Maroua Declaration
- Type: Boundary delimitation
- Signed: 1 June 1975
- Location: Maroua, Cameroon
- Effective: 1 June 1975
- Parties: Cameroon; Nigeria;
- Languages: English; French

= Maroua Declaration =

1975 maritime boundary agreement between Cameroon and Nigeria

The Maroua Declaration is a 1975 maritime boundary agreement between Cameroon and Nigeria. A question regarding the validity of the agreement arose during an International Court of Justice case that decided a boundary dispute between the two countries.

The Maroua Declaration was signed on 1 June 1975 by Ahmadou Ahidjo, President of Cameroon, and Yakubu Gowon, the head of state of Nigeria in Maroua, Cameroon. The agreement extends a maritime boundary that previously existed between the two countries further into the Gulf of Guinea from the mouth of the Akwayafe River.

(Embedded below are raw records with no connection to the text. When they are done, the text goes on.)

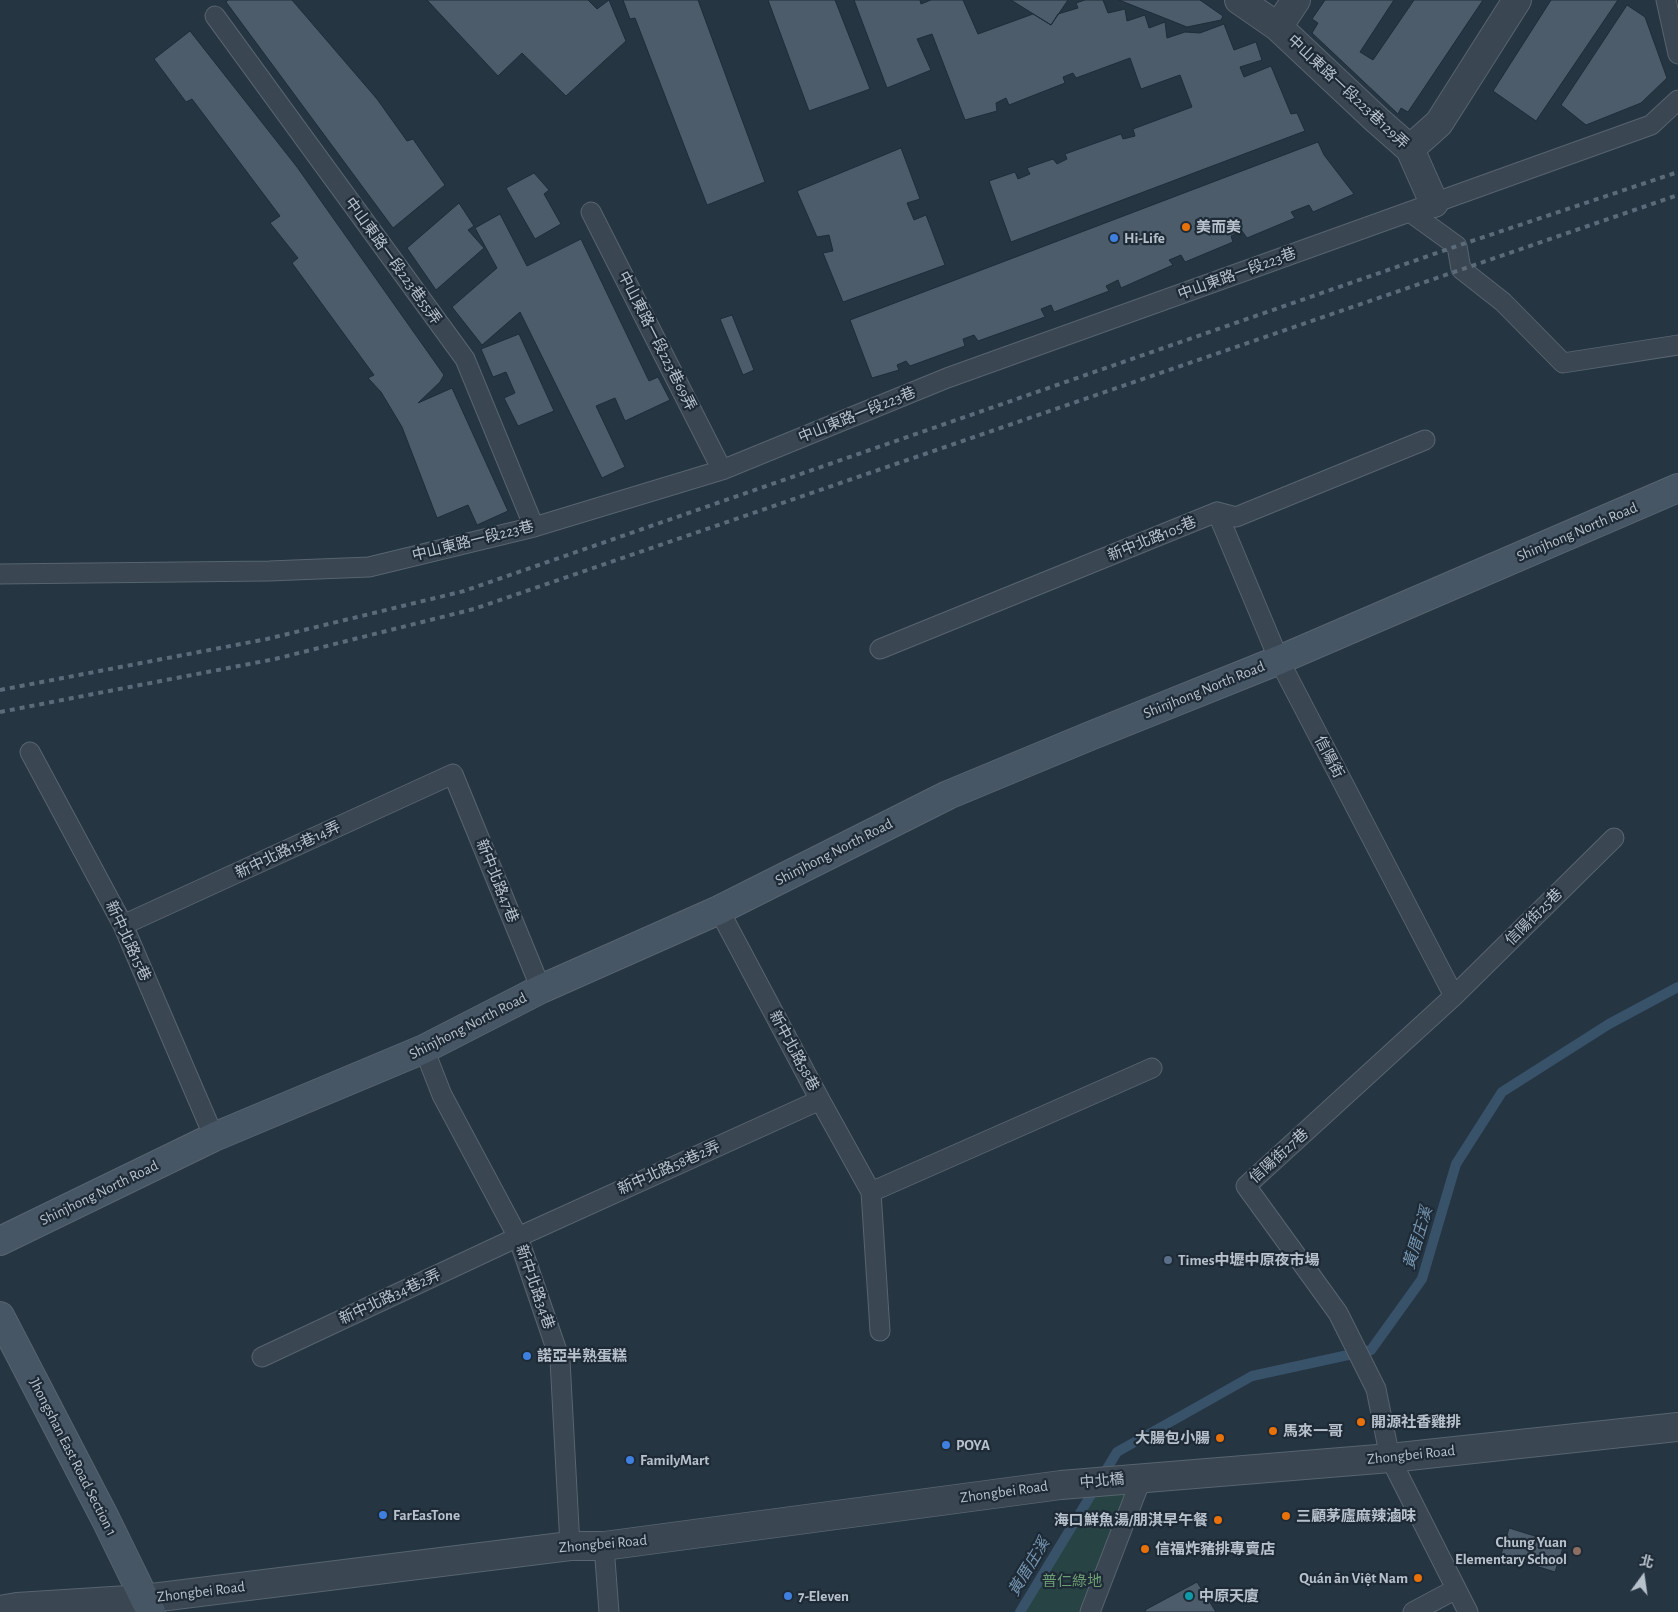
<!DOCTYPE html>
<html>
<head>
<meta charset="utf-8">
<style>
  body { margin:0 }
  #map { position:relative; width:1678px; height:1612px; overflow:hidden; background:#253542; font-family:"Alegreya Sans","Noto Sans TC",sans-serif }
  canvas { display:block }
  .north { position:absolute; left:1618px; top:1552px; width:50px; height:50px; -webkit-text-stroke:4px #1e2b37; paint-order:stroke; rotate:14deg; font-size:14px; font-weight:700; line-height:20px; text-align:center; color:#b7c1cc }
  .north::after { content:''; display:block; margin:auto; width:18px; height:22px; background:#b7c1cc; clip-path:polygon(50% 0,100% 100%,50% 72%,0 100%) }
</style>
</head>
<body>
<div id="map">
<canvas width="1678" height="1612"></canvas>
<div class="north">北</div>
</div>
<script>
const g = document.querySelector('canvas').getContext('2d');
g.lineJoin = 'round';
function fillPath(path, color) {
  g.fillStyle = color;
  g.fill(path, 'evenodd');
}
function toPath(rows) {
  const path = new Path2D();
  for (const r of rows) {
    path.moveTo(r[0], r[1]);
    for (let i = 2; i < r.length; i += 2) path.lineTo(r[i], r[i + 1]);
  }
  return path;
}
function trace(path, color, width, dash) {
  g.strokeStyle = color;
  g.lineWidth = width;
  g.lineCap = dash ? 'butt' : 'round';
  g.setLineDash(dash || []);
  g.stroke(path);
}
function drawText(font, color, halo, rows, align = 'center') {
  g.font = font + ' "Alegreya Sans","Noto Sans TC",sans-serif';
  g.lineWidth = 4.5;
  g.setLineDash([]);
  g.textBaseline = 'middle';
  g.strokeStyle = halo;
  g.fillStyle = color;
  for (const [text, x, y, turn = 0] of rows) {
    g.save();
    g.translate(x, y);
    g.rotate((+turn || 0) * Math.PI / 180);
    g.textAlign = isNaN(turn) ? turn : align;
    if (halo) g.strokeText(text, 0, 0);
    g.fillText(text, 0, 0);
    g.restore();
  }
}
const green = toPath([
  [1142,1477,1091,1612,1020,1612,1100,1478]
]);
const stream = toPath([
  [1020,1612,1117,1452,1252,1376,1371,1350,1422,1279,1456,1164,1502,1092,1609,1024,1678,987]
]);
const building = toPath([
  [228,0,292,0,377,99,407,141,413,139,445,185,393,228,226,2,228,0],
  [427,0,588,0,597,9,609,0,626,41,566,96,522,53,498,76,427,0],
  [623,0,698,0,765,182,707,205,635,18,630,19,623,0],
  [768,0,835,0,870,89,809,111,768,0],
  [854,0,920,0,921,4,931,0,963,0,978,34,1033,14,1051,25,1058,14,1078,8,1076,3,1085,0,1103,0,1108,13,1125,9,1127,21,1145,15,1149,28,1165,22,1167,38,1185,32,1200,33,1224,24,1234,50,1256,42,1262,60,1240,67,1244,77,1271,66,1291,114,1297,113,1305,131,1011,242,989,181,1015,172,1018,179,1030,174,1027,168,1053,159,1057,164,1067,159,1065,154,1121,134,1123,139,1135,136,1133,129,1192,107,1180,75,1141,89,1130,58,1076,78,1073,73,1063,77,1065,83,1009,105,1006,98,996,103,997,111,965,120,932,34,917,39,931,70,887,88,854,0],
  [1011,0,1068,0,1051,25,1011,0],
  [1119,0,1200,0,1223,16,1221,20,1187,27,1119,0],
  [1325,0,1394,0,1360,52,1373,60,1414,0,1483,0,1408,112,1401,108,1398,114,1312,33,1318,23,1312,19,1325,0],
  [1551,0,1618,0,1536,121,1493,91,1551,0],
  [1627,5,1645,17,1667,78,1641,103,1586,125,1561,105,1627,5],
  [190,31,297,167,444,375,440,382,418,403,452,388,508,511,477,525,468,505,437,518,402,427,381,392,368,378,374,375,292,263,298,258,270,223,280,216,192,99,186,102,154,59,190,31],
  [1318,142,1324,155,1354,194,1313,212,1309,205,1291,212,1295,218,1247,238,1242,231,1231,236,1233,242,1185,262,1181,255,1169,260,1173,265,1121,288,1118,280,1106,286,1109,291,1054,312,1051,305,1041,309,1045,317,978,341,974,335,963,339,965,346,910,366,906,361,897,365,899,370,872,378,850,320,1318,142],
  [901,148,920,199,907,203,914,220,926,215,945,265,843,302,823,253,833,251,829,235,817,237,797,191,901,148],
  [534,173,549,190,544,194,561,224,535,239,506,188,534,173],
  [459,203,474,226,468,230,484,248,436,290,407,248,459,203],
  [500,214,527,266,581,239,649,381,658,377,670,400,625,421,615,398,596,406,625,467,602,478,520,312,482,345,452,307,497,268,475,228,500,214],
  [732,315,754,370,743,375,720,319,732,315],
  [519,334,554,411,518,426,504,398,515,393,506,372,493,377,481,349,519,334],
  [1509,1528,1564,1545,1555,1572,1501,1555,1509,1528],
  [1197,1582,1216,1612,1146,1612,1145,1610,1197,1582]
]);
const lane = toPath([
  [1666,0,1678,54],
  [215,16,465,359,534,527],
  [591,212,722,470],
  [1410,212,1457,246,1461,269,1503,302,1563,363,1678,345],
  [1217,512,1279,660,1454,996],
  [0,574,269,571,369,567,534,527,722,470,947,378,1651,125,1678,100],
  [880,649,1217,512,1236,517,1425,440],
  [30,752,123,925,214,1137],
  [719,910,820,1100,871,1192,880,1331],
  [123,925,453,774,541,989],
  [424,1049,442,1095,518,1237,560,1360,570,1546],
  [871,1192,1152,1068],
  [262,1357,518,1237,820,1100],
  [604,1546,609,1612],
  [1090,1612,1142,1477],
  [1413,1612,1456,1589],
  [1468,1612,1390,1458,1376,1389,1338,1313,1246,1186,1454,996,1614,838]
]);
const street = toPath([
  [1239,0,1278,27,1377,120,1410,149,1434,203],
  [1278,27,1296,0],
  [1410,149,1439,123,1517,0],
  [0,1610,17,1607,144,1599,570,1546,604,1546,1061,1485,1390,1458,1678,1427]
]);
const secondary = toPath([
  [0,1241,214,1137,424,1049,541,989,719,910,948,795,1090,736,1279,660,1678,488],
  [0,1316,105,1518,151,1612]
]);
const rail = toPath([
  [0,690,267,639,464,591,1457,246,1678,172],
  [0,712,275,659,474,609,1678,195]
]);
const markers = [
  [1186,227,5,"#e8710a"],
  [1114,238,5,"#3f7fe0"],
  [1168,1260,5,"#5c6f8a"],
  [527,1356,5,"#3f7fe0"],
  [1361,1422,5,"#e8710a"],
  [1273,1431,5,"#e8710a"],
  [1220,1438,5,"#e8710a"],
  [946,1445,5,"#3f7fe0"],
  [630,1460,5,"#3f7fe0"],
  [383,1515,5,"#3f7fe0"],
  [1286,1516,5,"#e8710a"],
  [1218,1520,5,"#e8710a"],
  [1145,1549,5,"#e8710a"],
  [1577,1551,5,"#8d6e63"],
  [1418,1578,5,"#e8710a"],
  [788,1596,5,"#3f7fe0"],
  [1189,1596,5,"#0f9aa8"]
];
const streetNames = [
  ["中山東路一段223巷129弄",1348,92,43],
  ["中山東路一段223巷55弄",393,261,54],
  ["中山東路一段223巷",1237,274,-20],
  ["中山東路一段223巷69弄",657,341,63],
  ["中山東路一段223巷",857,415,-22],
  ["Shinjhong North Road",1577,532,-23],
  ["新中北路105巷",1152,539,-22],
  ["中山東路一段223巷",473,541,-14],
  ["Shinjhong North Road",1204,690,-22],
  ["信陽街",1329,757,62],
  ["新中北路15巷14弄",288,850,-25],
  ["Shinjhong North Road",834,852,-27],
  ["新中北路47巷",497,881,68],
  ["信陽街25巷",1534,917,-45],
  ["新中北路15巷",128,941,65],
  ["Shinjhong North Road",468,1026,-27],
  ["新中北路58巷",794,1051,62],
  ["信陽街27巷",1279,1156,-42],
  ["新中北路58巷2弄",669,1168,-24],
  ["Shinjhong North Road",99,1193,-26],
  ["新中北路34巷",535,1287,71],
  ["新中北路34巷2弄",390,1297,-25],
  ["Zhongbei Road",1411,1455,-6],
  ["Jhongshan East Road Section 1",73,1457,63],
  ["中北橋",1102,1481,-5],
  ["Zhongbei Road",1004,1492,-8],
  ["Zhongbei Road",603,1544,-5],
  ["Zhongbei Road",201,1592,-7]
];
const poiNames = [
  ["美而美",1196,227],
  ["Hi-Life",1124,238],
  ["Times中壢中原夜市場",1178,1260],
  ["諾亞半熟蛋糕",537,1356],
  ["開源社香雞排",1371,1422],
  ["馬來一哥",1283,1431],
  ["大腸包小腸",1210,1438,"right"],
  ["POYA",956,1445],
  ["FamilyMart",640,1460],
  ["FarEasTone",393,1515],
  ["三顧茅廬麻辣滷味",1296,1516],
  ["海口鮮魚湯/朋淇早午餐",1208,1520,"right"],
  ["Chung Yuan",1567,1542,"right"],
  ["Elementary School",1567,1559,"right"],
  ["信福炸豬排專賣店",1155,1549],
  ["Quán ăn Việt Nam",1408,1578,"right"],
  ["7-Eleven",798,1596],
  ["中原天廈",1199,1596]
];
const parkNames = [
  ["普仁綠地",1072,1581]
];
const waterNames = [
  ["黃厝庄溪",1418,1238,-73],
  ["黃厝庄溪",1029,1567,-59]
];
fillPath(green, '#274343');
trace(stream, '#38526a', 10);
fillPath(building, '#4c5c6b');
trace(building, '#202d39', 1);
trace(lane, '#58646f', 21);
trace(street, '#58646f', 30);
trace(secondary, '#58646f', 30);
trace(lane, '#3a4652', 19);
trace(street, '#3a4652', 28);
trace(secondary, '#475665', 28);
trace(rail, '#5c6b79', 4, [5, 5]);
for (const [x, y, r, color] of markers) {
  const dot = new Path2D();
  dot.arc(x, y, r, 0, 2 * Math.PI);
  g.fillStyle = color;
  g.fill(dot);
  trace(dot, '#1e2b37', 2);
}
drawText('15px', '#b7c1cc', '#1e2b37', streetNames);
drawText('bold 15px', '#b7c1cc', '#1e2b37', poiNames, 'left');
drawText('15px', '#6d9e73', '#1e2b37', parkNames);
drawText('italic 16px', '#7695b0', '#1e2b37', waterNames);
</script>
</body>
</html>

In 2002, the International Court of Justice issued a judgment in a case between Cameroon and Nigeria on their longstanding boundary dispute. Nigeria argued that the Maroua Declaration was invalid and nonbinding because although the Nigerian head of state had signed it, the agreement had not been ratified either by Parliament or any other governmental process. The ICJ held that under international law the declaration was valid and came into effect upon signing by the head of state.